* [WORK TASK] Transcribe the listing exactly, leaving out every picture.

* [DATASET ENTRIES]

* * * * *

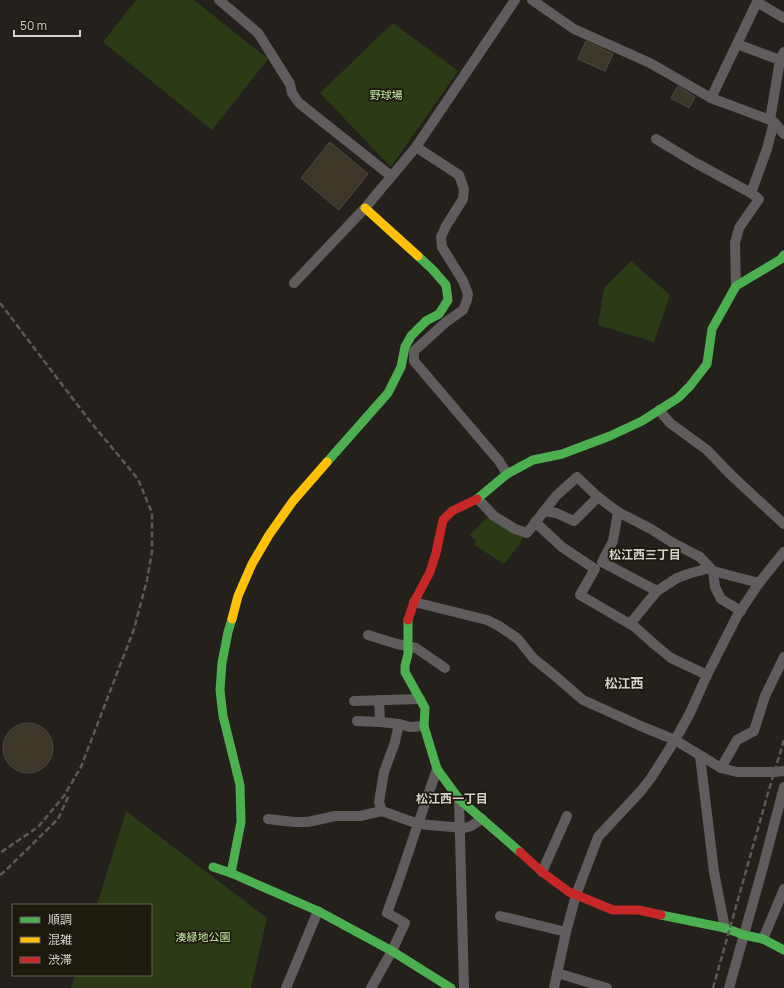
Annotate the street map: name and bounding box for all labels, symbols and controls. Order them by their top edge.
scale bar [14,12,80,38]
text: 50 m [20,17,47,34]
park label: 野球場 [370,87,403,102]
district label: 松江西三丁目 [609,546,681,563]
district label: 松江西 [604,674,644,692]
district label: 松江西一丁目 [416,790,488,807]
legend [12,904,152,976]
text: 順調 [48,911,72,928]
park label: 湊緑地公園 [176,929,231,944]
text: 混雑 [48,931,72,948]
text: 渋滞 [48,951,72,968]

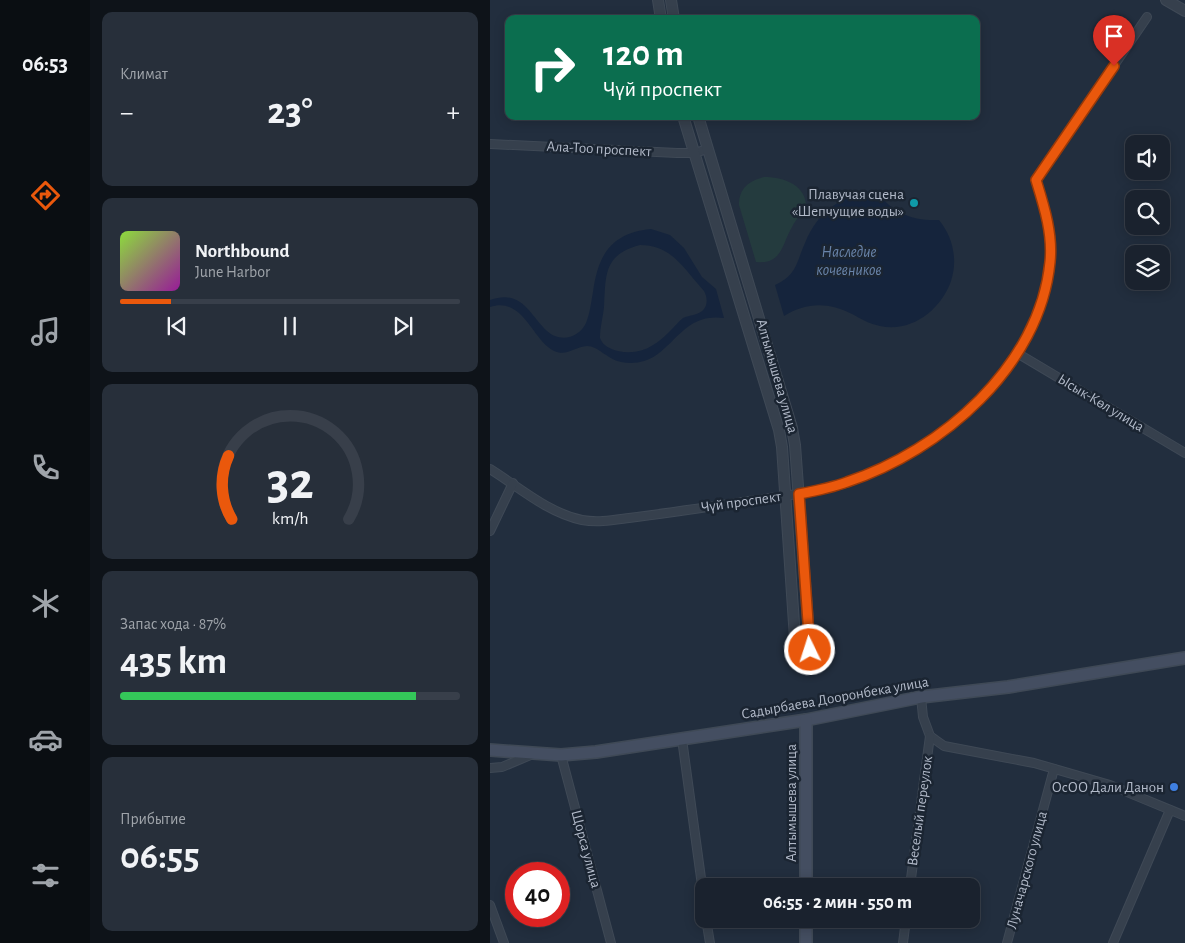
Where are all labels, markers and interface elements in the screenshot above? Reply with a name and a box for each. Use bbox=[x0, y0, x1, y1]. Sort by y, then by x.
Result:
pin bbox=[1093, 15, 1135, 66]
icon: arrive bbox=[1100, 22, 1128, 50]
icon: right bbox=[520, 35, 585, 100]
text: 120 m bbox=[603, 37, 684, 72]
text: 06:53 bbox=[22, 53, 68, 75]
text: Климат bbox=[120, 66, 168, 82]
text: Чүй проспект bbox=[603, 78, 721, 100]
text: 23° bbox=[267, 93, 313, 131]
text: − bbox=[120, 99, 133, 127]
text: + bbox=[447, 99, 460, 127]
map controls bbox=[1125, 135, 1170, 290]
button: sound bbox=[1125, 135, 1170, 180]
street label: Ала-Тоо проспект bbox=[546, 139, 652, 159]
icon: directions bbox=[28, 178, 63, 213]
place label: Плавучая сцена «Шепчущие воды» bbox=[792, 187, 904, 219]
button: search bbox=[1125, 190, 1170, 235]
marker: Плавучая сцена «Шепчущие воды» bbox=[908, 197, 920, 209]
text: Northbound bbox=[195, 242, 290, 261]
water label: Наследие кочевников bbox=[816, 244, 882, 278]
button: layers bbox=[1125, 245, 1170, 290]
text: June Harbor bbox=[195, 264, 270, 280]
icon: previous bbox=[163, 312, 191, 340]
icon: pause bbox=[276, 312, 304, 340]
icon: next bbox=[389, 312, 417, 340]
icon: music bbox=[28, 314, 63, 349]
street label: Алтымышева улица bbox=[754, 317, 801, 435]
street label: Ысык-Көл улица bbox=[1055, 371, 1147, 435]
icon: phone bbox=[28, 450, 63, 485]
text: 32 bbox=[267, 456, 313, 508]
street label: Чүй проспект bbox=[700, 489, 783, 515]
text: km/h bbox=[272, 510, 308, 528]
icon: climate bbox=[28, 586, 63, 621]
text: Запас хода · 87% bbox=[120, 616, 226, 632]
position arrow bbox=[783, 623, 835, 675]
text: 435 km bbox=[120, 643, 227, 681]
street label: Садырбаева Дооронбека улица bbox=[740, 674, 930, 722]
icon: car bbox=[28, 722, 63, 757]
street label: Алтымышева улица bbox=[784, 744, 799, 862]
street label: Веселый переулок bbox=[905, 755, 935, 867]
place label: ОсОО Дали Данон bbox=[1052, 780, 1164, 795]
marker: ОсОО Дали Данон bbox=[1168, 781, 1180, 793]
street label: Щорса улица bbox=[568, 808, 604, 890]
street label: Луначарского улица bbox=[1004, 809, 1050, 930]
text: Прибытие bbox=[120, 811, 186, 827]
text: 06:55 bbox=[120, 838, 200, 876]
icon: filters bbox=[28, 858, 63, 893]
speed limit sign: 40 bbox=[505, 862, 570, 927]
text: 06:55 · 2 мин · 550 m bbox=[763, 893, 912, 912]

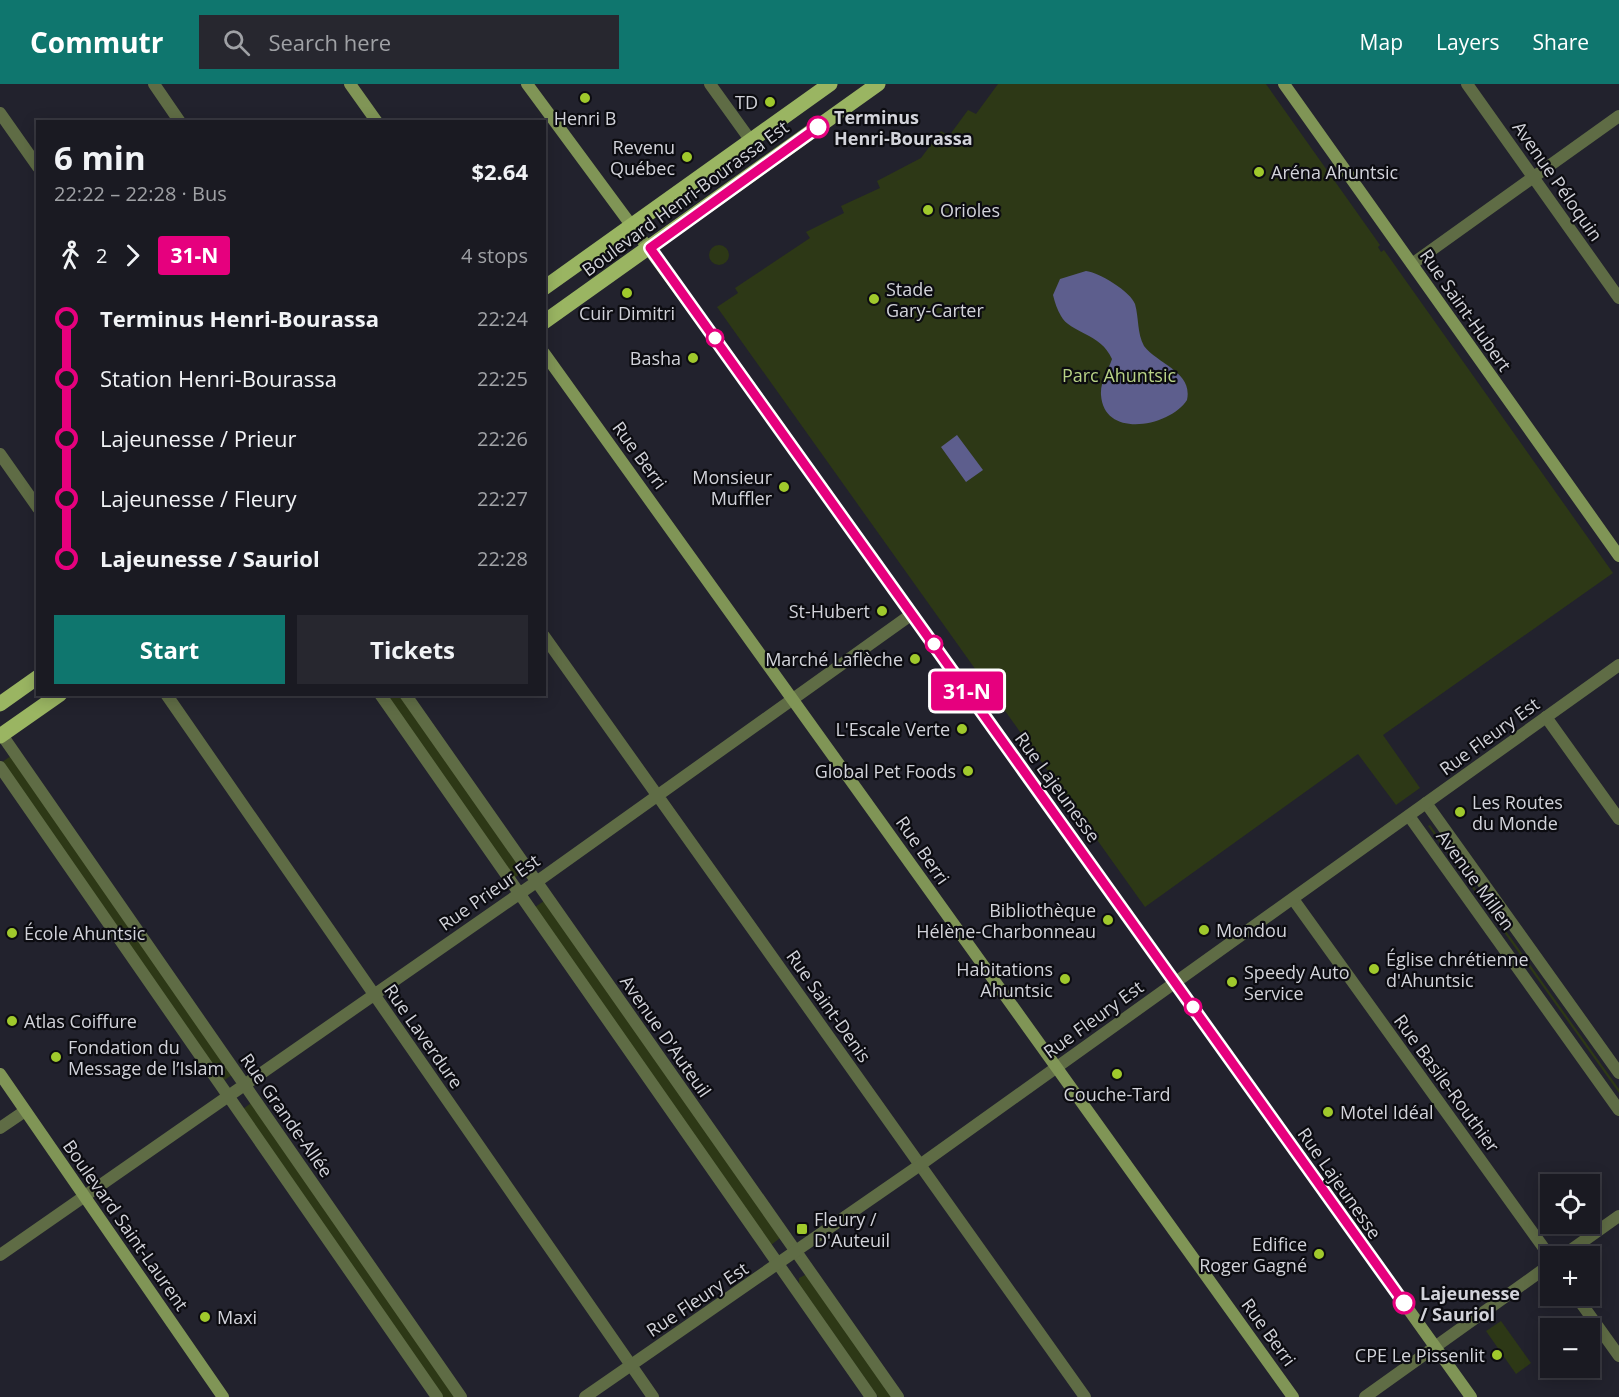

* * * * *

* [ANSWER TO THE EXERCISE]
Annotate the street map: name and bounding box for all labels, symbols and controls. Order them by their top edge.
scale bar [14,12,80,38]
text: 50 m [20,17,47,34]
park label: 野球場 [370,87,403,102]
district label: 松江西三丁目 [609,546,681,563]
district label: 松江西 [604,674,644,692]
district label: 松江西一丁目 [416,790,488,807]
legend [12,904,152,976]
text: 順調 [48,911,72,928]
park label: 湊緑地公園 [176,929,231,944]
text: 混雑 [48,931,72,948]
text: 渋滞 [48,951,72,968]

Where are all labels, markers and interface elements in the screenshot above? Reply with a name and a box for each. Use bbox=[x0, y0, x1, y1]. Sort by y, then by x.
Result:
pin bbox=[1093, 15, 1135, 66]
icon: arrive bbox=[1100, 22, 1128, 50]
icon: right bbox=[520, 35, 585, 100]
text: 120 m bbox=[603, 37, 684, 72]
text: 06:53 bbox=[22, 53, 68, 75]
text: Климат bbox=[120, 66, 168, 82]
text: Чүй проспект bbox=[603, 78, 721, 100]
text: 23° bbox=[267, 93, 313, 131]
text: − bbox=[120, 99, 133, 127]
text: + bbox=[447, 99, 460, 127]
map controls bbox=[1125, 135, 1170, 290]
button: sound bbox=[1125, 135, 1170, 180]
street label: Ала-Тоо проспект bbox=[546, 139, 652, 159]
icon: directions bbox=[28, 178, 63, 213]
place label: Плавучая сцена «Шепчущие воды» bbox=[792, 187, 904, 219]
button: search bbox=[1125, 190, 1170, 235]
marker: Плавучая сцена «Шепчущие воды» bbox=[908, 197, 920, 209]
text: Northbound bbox=[195, 242, 290, 261]
water label: Наследие кочевников bbox=[816, 244, 882, 278]
button: layers bbox=[1125, 245, 1170, 290]
text: June Harbor bbox=[195, 264, 270, 280]
icon: previous bbox=[163, 312, 191, 340]
icon: pause bbox=[276, 312, 304, 340]
icon: next bbox=[389, 312, 417, 340]
icon: music bbox=[28, 314, 63, 349]
street label: Алтымышева улица bbox=[754, 317, 801, 435]
street label: Ысык-Көл улица bbox=[1055, 371, 1147, 435]
icon: phone bbox=[28, 450, 63, 485]
text: 32 bbox=[267, 456, 313, 508]
street label: Чүй проспект bbox=[700, 489, 783, 515]
text: km/h bbox=[272, 510, 308, 528]
icon: climate bbox=[28, 586, 63, 621]
text: Запас хода · 87% bbox=[120, 616, 226, 632]
position arrow bbox=[783, 623, 835, 675]
text: 435 km bbox=[120, 643, 227, 681]
street label: Садырбаева Дооронбека улица bbox=[740, 674, 930, 722]
icon: car bbox=[28, 722, 63, 757]
street label: Алтымышева улица bbox=[784, 744, 799, 862]
street label: Веселый переулок bbox=[905, 755, 935, 867]
place label: ОсОО Дали Данон bbox=[1052, 780, 1164, 795]
marker: ОсОО Дали Данон bbox=[1168, 781, 1180, 793]
street label: Щорса улица bbox=[568, 808, 604, 890]
street label: Луначарского улица bbox=[1004, 809, 1050, 930]
text: Прибытие bbox=[120, 811, 186, 827]
text: 06:55 bbox=[120, 838, 200, 876]
icon: filters bbox=[28, 858, 63, 893]
speed limit sign: 40 bbox=[505, 862, 570, 927]
text: 06:55 · 2 мин · 550 m bbox=[763, 893, 912, 912]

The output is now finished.